Raw data:

* * * *

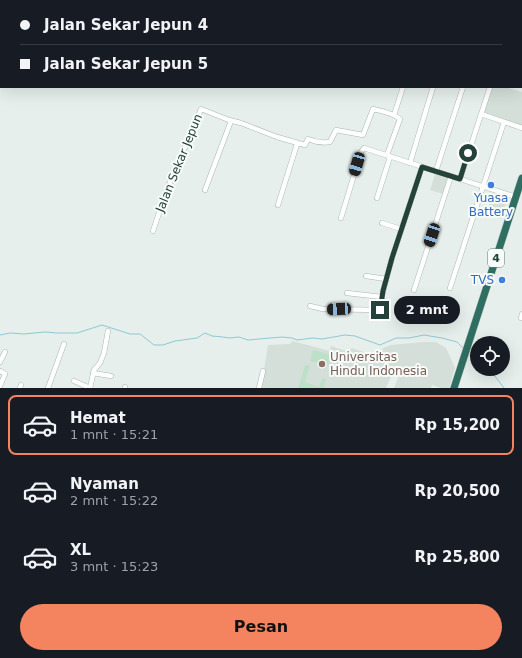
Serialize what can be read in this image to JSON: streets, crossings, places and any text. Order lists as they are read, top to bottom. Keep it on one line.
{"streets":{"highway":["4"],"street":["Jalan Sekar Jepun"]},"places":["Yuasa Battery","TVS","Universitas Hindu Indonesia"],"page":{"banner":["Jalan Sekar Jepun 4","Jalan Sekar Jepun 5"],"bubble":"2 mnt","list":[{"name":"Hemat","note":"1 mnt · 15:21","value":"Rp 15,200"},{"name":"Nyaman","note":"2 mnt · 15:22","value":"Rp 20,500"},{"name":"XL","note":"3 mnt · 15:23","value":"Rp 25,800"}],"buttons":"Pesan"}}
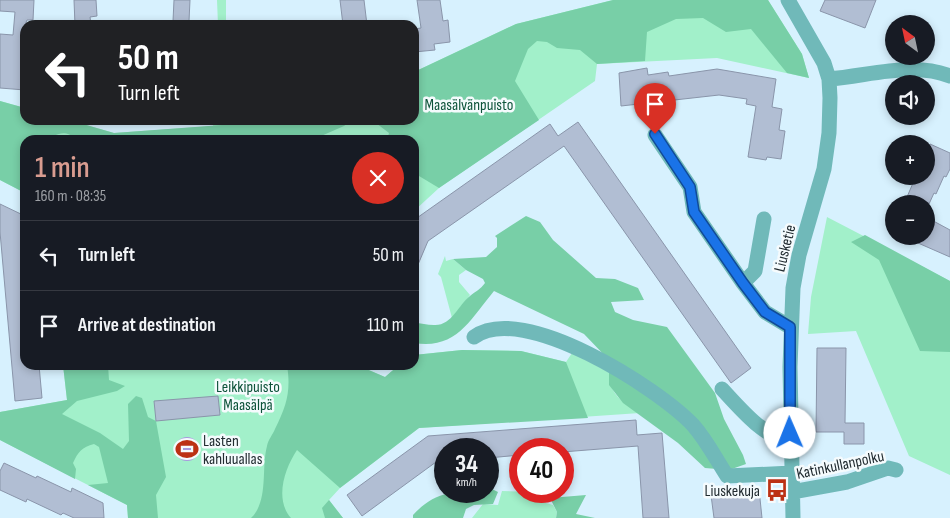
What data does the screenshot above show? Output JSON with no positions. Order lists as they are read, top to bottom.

* * * *

In full and without error, repeat the listing above, omitting its images.

Serialize what can be read in this image to JSON: streets, crossings, places and any text. Order lists as they are read, top to bottom. Keep it on one line.
{"streets":{"highway":["4"],"street":["Jalan Sekar Jepun"]},"places":["Yuasa Battery","TVS","Universitas Hindu Indonesia"],"page":{"banner":["Jalan Sekar Jepun 4","Jalan Sekar Jepun 5"],"bubble":"2 mnt","list":[{"name":"Hemat","note":"1 mnt · 15:21","value":"Rp 15,200"},{"name":"Nyaman","note":"2 mnt · 15:22","value":"Rp 20,500"},{"name":"XL","note":"3 mnt · 15:23","value":"Rp 25,800"}],"buttons":"Pesan"}}
What data does the screenshot above show? Output JSON with no positions. Order lists as they are read, top to bottom.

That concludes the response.